Perfecting Parenting: Another Chance Please?

As my family attempts to adopt a dog, I have been forced to consider my skills as both a dog owner and a parent.

I am ready for the pitter patter of little feet to scurry across my floor again. My children are growing up. Although my ten year old still loves my lap, I can no longer see the TV over her head.  My seven year old prefers a quick hug and kiss to my lap.  My youngest just turned four, and still loves to snuggle, but only when he isn’t angry—which isn't often.

However, my next pitter patter will have four legs instead of two. I want a dog. A dog that will love and kiss and cuddle without attitude.

She won’t complain about the dinner menu.  She will be ecstatic when I suggest we hike, which is not the reaction I currently elicit. And she won’t block my view of the TV when she takes her rightful place on my lap.

But things have changed quite drastically since last we adopted a dog in 1997 when a simple call to area shelters landed us with a golden retriever named Lainey. No questions asked. We drove away with her the same day. 

Thirteen years later, I find myself trolling the internet for the perfect pooch. Hundreds of pictures of wide eyed furry faces pleading with me to take them home. How to choose?

I carefully peruse doggie bios. Unlike our last adoption this one comes with children attached, so I need to consider size, breed, and temperament. A unique opportunity and something I didn’t get to do when I had my kids.

But since I began this process I have realized it is not enough for me to choose a dog, the dog has to choose me. Whenever I inquire about a potential pooch I get the distinct impression that my ability to be a dog parent is being scrutinized.  

I am being vetted (no pun intended) with extensive applications by various rescue agencies as they try to determine whether or not we are fit to own a dog.  At first, I was indignant.  I have three children; I kept my golden fed and clean and loved for more than a decade.

But then I thought a little more.

Based on the behavior of our last dog, maybe we are not suitable pet owners. Lainey was rude. She had no respect for personal space. She jumped on visitors, unable to control her love.

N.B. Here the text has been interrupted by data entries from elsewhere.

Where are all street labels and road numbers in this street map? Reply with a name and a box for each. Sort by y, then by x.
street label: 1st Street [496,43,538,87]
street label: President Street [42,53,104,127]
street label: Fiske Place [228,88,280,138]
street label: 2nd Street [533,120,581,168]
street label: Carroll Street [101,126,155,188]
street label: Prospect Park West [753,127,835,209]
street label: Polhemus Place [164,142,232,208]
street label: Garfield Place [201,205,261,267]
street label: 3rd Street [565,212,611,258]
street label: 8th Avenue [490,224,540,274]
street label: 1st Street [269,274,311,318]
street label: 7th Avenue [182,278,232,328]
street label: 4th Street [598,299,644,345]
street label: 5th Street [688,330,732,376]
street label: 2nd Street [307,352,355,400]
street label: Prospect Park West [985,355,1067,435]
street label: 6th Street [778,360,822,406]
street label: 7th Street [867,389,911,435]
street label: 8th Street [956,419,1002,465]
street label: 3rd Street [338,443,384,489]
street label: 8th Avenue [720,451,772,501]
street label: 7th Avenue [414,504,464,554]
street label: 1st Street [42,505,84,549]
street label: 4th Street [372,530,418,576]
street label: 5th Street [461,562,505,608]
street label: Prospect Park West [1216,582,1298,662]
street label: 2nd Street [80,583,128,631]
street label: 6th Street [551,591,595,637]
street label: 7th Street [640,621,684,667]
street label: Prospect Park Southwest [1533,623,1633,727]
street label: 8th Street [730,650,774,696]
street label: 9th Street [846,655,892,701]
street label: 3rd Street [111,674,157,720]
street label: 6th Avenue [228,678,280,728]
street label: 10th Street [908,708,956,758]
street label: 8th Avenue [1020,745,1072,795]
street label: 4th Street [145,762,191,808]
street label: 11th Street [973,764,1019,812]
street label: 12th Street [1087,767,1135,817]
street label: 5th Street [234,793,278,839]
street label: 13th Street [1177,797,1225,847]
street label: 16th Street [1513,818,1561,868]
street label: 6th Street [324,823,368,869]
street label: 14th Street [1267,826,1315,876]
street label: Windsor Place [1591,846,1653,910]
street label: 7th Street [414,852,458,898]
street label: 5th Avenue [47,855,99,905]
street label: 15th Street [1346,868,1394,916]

And for that matter, what about my children? The last time we adopted a dog we had no kids. We were naïve. We thought we’d be naturals at parenting dogs and kids.  

But our children, like Lainey before them, ignore basic commands like, “Down!” (Climb off the countertop or you will break your neck) or “Off!” (This refers to whatever screen we are trying to get them to shut down).  

So as I answer these application questions, my self doubt as a parent and pet owner grows.

How do you break up dog fights? I have never had to break up a dog fight.  My dog was submissive. However, my four year old is not submissive. He often growls and bares his teeth. Once, he bit his brother. A firm “No!” and a long time out seemed to help.

Under what circumstances would you give up a dog? I would say only if the dog bit one of us when he was unprovoked. Than again, my four year old bit his brother unprovoked and I didn’t give him away. So I am not really sure.

 Will you bring your dog to obedience class? Absolutely! I plan on bringing the whole family. I hope to be the proud Mama watching all four (children and dog) earn diplomas on graduation day.

 What training worked with your last dog? What would you like to change?  I might need to change everything.  Well, not everything. Lainey was kind, like my son. She was affectionate and accepting of people, like my daughter. And she had an unbelievable zest for life, like my youngest. (The biter).

Of course I’d like to believe that these qualities were part of my stellar ability to shape the behavior of a dog or a child. But I know better. The dog had a genetic predisposition for her qualities, as do my kids.

So it all goes back to the training. Persistence and repetition yields obedience and good manners in both kids and dogs. A few thousand more recitations of “No!” “Off” and Down” may do the trick, and even if its too late for my kids, I know I can  if I can do it with another dog.  If I prove that I am capable of this, maybe some shelter will allow me to hear pitter patter of a four legged friend in my home again.

So far, I haven’t heard from anyone.






Nelson Salazar April 11, 2011 at 09:29 PM
After raising two standard poodles to the age of fourteen and just recently losing one to cancer we adopted a fabulous mix breed at Northshore Animal League (love this place!). It is absolutely much harder to train a puppy 14 years later (now we have 4 kids). I know it will be worth all the effort. Good Luck!